Your goal: Copy all lines holding the word "Richard" from the entries.

-------------------------

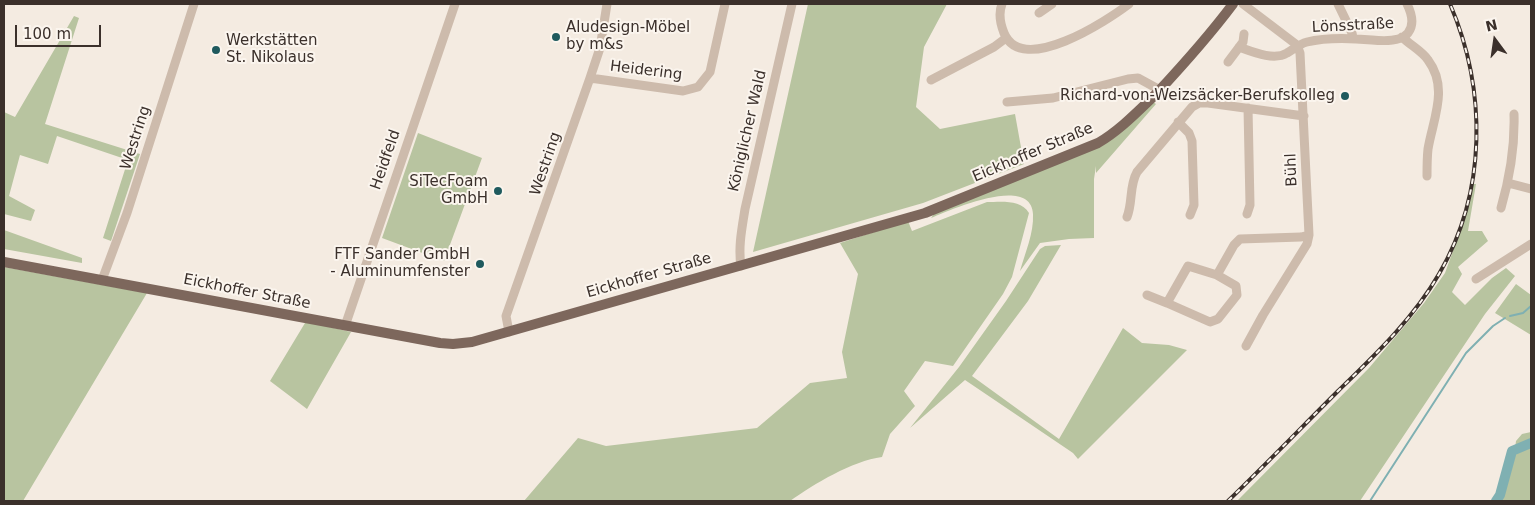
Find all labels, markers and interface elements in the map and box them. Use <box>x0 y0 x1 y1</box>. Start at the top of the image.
scale bar <box>18 15 104 47</box>
street label: Lönsstraße <box>1311 15 1395 37</box>
north arrow <box>1470 15 1520 65</box>
text: N <box>1484 16 1499 35</box>
place label: Aludesign-Möbel by m&s <box>566 19 690 54</box>
text: 100 m <box>23 25 71 43</box>
marker: Aludesign-Möbel by m&s <box>550 31 562 43</box>
place label: Werkstätten St. Nikolaus <box>226 32 317 67</box>
marker: Werkstätten St. Nikolaus <box>210 44 222 56</box>
street label: Heidering <box>609 58 683 84</box>
street label: Königlicher Wald <box>725 68 771 194</box>
place label: Richard-von-Weizsäcker-Berufskolleg <box>1060 87 1335 105</box>
marker: Richard-von-Weizsäcker-Berufskolleg <box>1339 90 1351 102</box>
street label: Westring <box>117 104 155 172</box>
street label: Eickhoffer Straße <box>970 119 1096 187</box>
street label: Heidfeld <box>367 128 405 192</box>
street label: Westring <box>527 130 565 198</box>
street label: Bühl <box>1282 153 1302 187</box>
place label: SiTecFoam GmbH <box>409 173 488 208</box>
marker: SiTecFoam GmbH <box>492 185 504 197</box>
place label: FTF Sander GmbH - Aluminumfenster <box>330 246 470 281</box>
street label: Eickhoffer Straße <box>584 250 714 302</box>
marker: FTF Sander GmbH - Aluminumfenster <box>474 258 486 270</box>
street label: Eickhoffer Straße <box>182 271 312 313</box>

-------------------------

Solution for this task:
place label: Richard-von-Weizsäcker-Berufskolleg <box>1060 87 1335 105</box>
marker: Richard-von-Weizsäcker-Berufskolleg <box>1339 90 1351 102</box>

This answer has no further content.